• _WHAT THE TASK ASKS_: Return, from the data below, each line that contains the word "direction".

DATA SHOWN section start

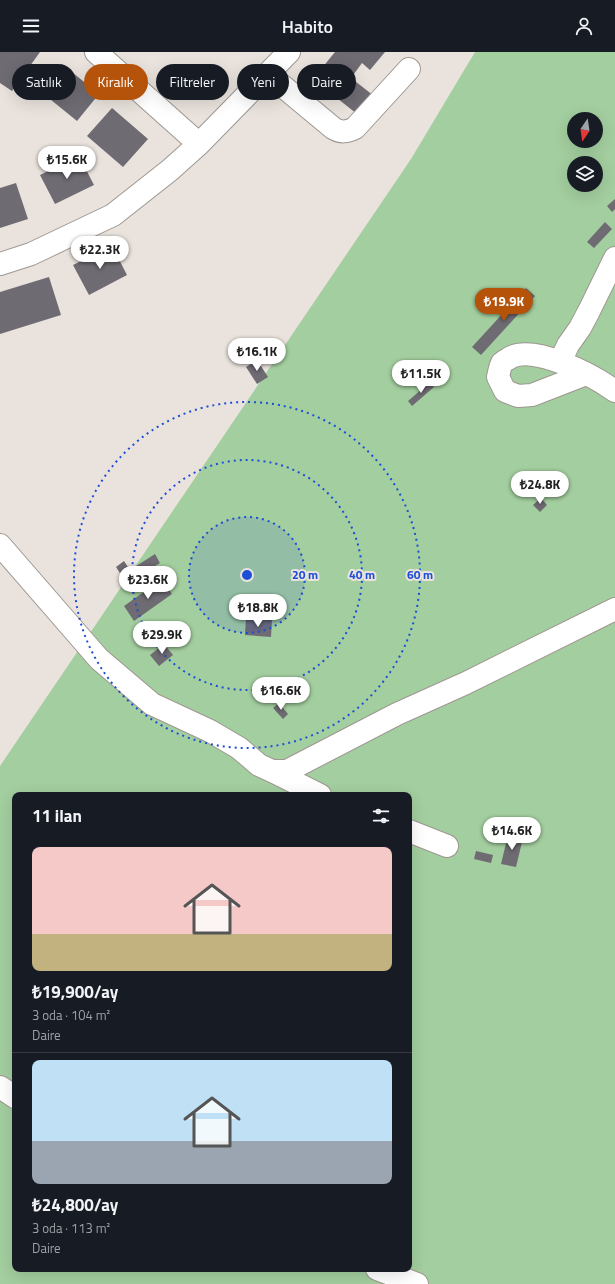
<!DOCTYPE html>
<html lang="tr">
<head>
<meta charset="utf-8">
<style>
	:root { --surface:#171b24; --page:#242831; --text:#f1f3f6; --muted:#9ea1a6; --line:#363941; --accent:#b45309 }
	body { margin:0; font-family:"Titillium Web",sans-serif; background:var(--page); color:var(--text); height:100vh; display:flex; flex-direction:column; font-size:15px; white-space:nowrap }
	* { box-sizing:border-box; margin:0 }
	p { font-size:13px; color:var(--muted) }
	.icon { flex:none; width:22px; height:22px; fill:none; stroke:currentColor; stroke-width:2; stroke-linecap:round; stroke-linejoin:round }
	.map { position:relative; flex:1; overflow:hidden }
	.side { position:absolute; left:12px; top:740px; width:400px; height:480px; display:flex; flex-direction:column; background:var(--surface); border-radius:8px; box-shadow:0 4px 16px #0002 }
	.side>* { flex:none }
	.hud { position:absolute; left:12px; top:12px; width:400px; height:36px; display:flex; gap:8px }
	.needle { width:26px; rotate:193deg }
	.tools { position:absolute; left:567px; top:60px; display:grid; gap:8px }
	.tools a { display:grid; place-items:center; width:36px; height:36px; border-radius:50%; background:var(--surface); box-shadow:0 4px 16px #0002; font-size:20px }
	.price { position:absolute; translate:-50% -34px; padding:0 9px; border-radius:14px; background:#fff; color:#222; font-size:13px; line-height:26px; filter:drop-shadow(0 1px 2px #0008) }
	.price::after { content:''; position:absolute; left:50%; top:24px; width:12px; height:9px; margin-left:-6px; background:inherit; clip-path:polygon(0 0,100% 0,50% 100%) }
	.price.current { background:var(--accent); color:#fff }
	ul { padding:0; list-style:none }
	li { display:grid; align-content:center; gap:8px; height:212px; padding:0 20px }
	li+li { border-top:1px solid var(--line) }
	li span { display:grid; place-items:center; height:124px; border-radius:8px; color:#555 }
	li>.icon { margin-inline-start:auto }
	span .icon { width:72px; height:72px; fill:#fffc; stroke-width:1 }
	li b { font-size:17px }
	h2 { display:flex; justify-content:space-between; align-items:center; height:48px; padding:0 20px; font-size:17px }
	.chip { padding:0 14px; border-radius:18px; background:var(--surface); box-shadow:0 4px 16px #0002; font-size:14px; line-height:36px }
	.chip.current { background:var(--accent); color:#fff }
	header { display:flex; justify-content:space-between; align-items:center; height:52px; padding:0 20px; background:var(--surface); font-size:18px; font-weight:600 }
	.map>svg:first-child { display:block }
	.green { fill:#a3ce9f; fill-rule:evenodd }
	.building { fill:#6e6b72 }
	.lines { fill:none; stroke-linecap:round; stroke-linejoin:round }
	.minor-casing { stroke:#9e9791; stroke-width:24 }
	.minor { stroke:#fff; stroke-width:22 }
	.ring { fill:none; stroke:#1d4ed8; stroke-width:2; stroke-dasharray:2 4 }
	.centre { fill:#1d4ed8; stroke:#eae3dd; stroke-width:2 }
	.ring-label { font-size:12px; text-anchor:middle; font-weight:bold; fill:#1d4ed8; stroke:#eae3dd; stroke-width:4; stroke-linejoin:round; paint-order:stroke }
</style>
</head>
<body>
<header><svg class="icon" aria-label="menu" viewBox="0 0 24 24"><path d="M4 6h16M4 12h16M4 18h16"/></svg>Habito<svg class="icon" aria-label="person" viewBox="0 0 24 24"><circle cx="12" cy="8" r="4"/><path d="M4 21q1-7 8-7t8 7"/></svg></header>
<div class="map">
<svg width="615" height="1232" viewBox="0 0 615 1232">
	<rect width="100%" height="100%" fill="#eae3dd"/>
	<path class="green" d="M475 0H615V1232H0V714L411 107ZM574 67H596V89H574ZM574 111H596V133H574ZM15 743H409V1217H15Z"/>
	<path class="building" d="M0 0H40L12 39 0 31Z
		M335 0H385L370 18 362 11 351 26 378 47 362 66 313 27Z
		M62 12 99 42 77 69 40 39Z
		M112 56 148 87 123 115 87 84Z
		M79 104 94 133 55 152 40 123Z
		M16 131 28 167 0 176V136Z
		M615 147V157L612 160 607 154Z
		M605 170 612 177 594 196 587 190Z
		M112 194 127 223 89 243 73 213Z
		M49 225 61 263 0 282V240Z
		M526 236 535 244 481 303 472 295Z
		M257 308 268 325 257 332 246 315Z
		M429 331 434 335 412 354 408 349Z
		M541 446 547 453 540 460 533 453Z
		M155 502 160 511 136 526 142 536 133 541 116 515 124 509 130 518Z
		M162 527 172 542 134 569 124 554Z
		M246 566 272 568 271 585 245 583Z
		M164 592 173 603 159 614 150 603Z
		M279 651 288 662 283 667 273 656Z
		M508 783 523 786 516 815 501 812Z
		M476 799 493 803 491 811 474 807Z"/>
	<g class="lines">
		<g class="minor-casing">
			<path id="minor" d="M96 0 199 92
				M268 22 333 76C341 81 347 80 355 76L409 17
				M0 212 31 202 113 163 170 118 199 92 289 0
				M560 310 568 293 580 276 589 259 615 206
				M586 322 532 343 518 344 505 339 498 325C499 321 500 314 502 311 504 309 506 308 508 307 532 290 594 324 615 339
				M0 493 99 607 152 652 210 679 239 696 259 713 272 719H287L397 662 466 631 615 557
				M272 719 320 743
				M409 779 447 794
				M0 1035 15 1045
				M377 1217 417 1232"/>
		</g>
		<use href="#minor" class="minor"/>
	</g>
	<circle cx="247" cy="523" r="58" fill="#1d4ed8" fill-opacity=".12"/>
	<g class="ring">
		<circle cx="247" cy="523" r="58"/>
		<circle cx="247" cy="523" r="115"/>
		<circle cx="247" cy="523" r="173"/>
	</g>
	<circle cx="247" cy="523" r="6" class="centre"/>
	<g class="ring-label">
		<text x="305" y="527">20 m</text>
		<text x="362" y="527">40 m</text>
		<text x="420" y="527">60 m</text>
	</g>
</svg>
<div class="tools">
<a><svg class="needle" viewBox="-14 -14 28 28"><path d="M0-13l5 13h-10z" fill="#e53935"/><path d="M0 13l5-13h-10z" fill="#9ea1a6"/></svg></a>
<a><svg class="icon" aria-label="layers" viewBox="0 0 24 24"><path d="M12 4l9 5-9 5-9-5zM3 14l9 5 9-5"/></svg></a>
</div>
<b class="price" style="left:67px;top:128px">₺15.6K</b>
<b class="price" style="left:100px;top:218px">₺22.3K</b>
<b class="price current" style="left:504px;top:270px">₺19.9K</b>
<b class="price" style="left:257px;top:320px">₺16.1K</b>
<b class="price" style="left:421px;top:342px">₺11.5K</b>
<b class="price" style="left:540px;top:453px">₺24.8K</b>
<b class="price" style="left:148px;top:548px">₺23.6K</b>
<b class="price" style="left:258px;top:576px">₺18.8K</b>
<b class="price" style="left:162px;top:603px">₺29.9K</b>
<b class="price" style="left:281px;top:659px">₺16.6K</b>
<b class="price" style="left:512px;top:799px">₺14.6K</b>
<div class="hud">
<a class="chip">Satılık</a>
<a class="chip current">Kiralık</a>
<a class="chip">Filtreler</a>
<a class="chip">Yeni</a>
<a class="chip">Daire</a>
</div>
<section class="side">
<h2>11 ilan<svg class="icon" aria-label="filters" viewBox="0 0 24 24"><path d="M4 7h16M4 17h16"/><circle cx="9" cy="7" r="2"/><circle cx="15" cy="17" r="2"/></svg></h2>
<ul>
<li><span style="background:linear-gradient(#f6c9c9 70%,#c2b280 0)"><svg class="icon" aria-label="home" viewBox="0 0 24 24"><path d="M3 11l9-7 9 7M6 9v11h12V9"/></svg></span><div><b>₺19,900/ay</b><p>3 oda · 104 m²</p><p>Daire</p></div></li>
<li><span style="background:linear-gradient(#bfe0f5 65%,#9aa5b1 0)"><svg class="icon" aria-label="home" viewBox="0 0 24 24"><path d="M3 11l9-7 9 7M6 9v11h12V9"/></svg></span><div><b>₺24,800/ay</b><p>3 oda · 113 m²</p><p>Daire</p></div></li>
</ul>
</section>
</div>
</body>
</html>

DATA SHOWN section end

• _REPLY_:
	body { margin:0; font-family:"Titillium Web",sans-serif; background:var(--page); color:var(--text); height:100vh; display:flex; flex-direction:column; font-size:15px; white-space:nowrap }
	.side { position:absolute; left:12px; top:740px; width:400px; height:480px; display:flex; flex-direction:column; background:var(--surface); border-radius:8px; box-shadow:0 4px 16px #0002 }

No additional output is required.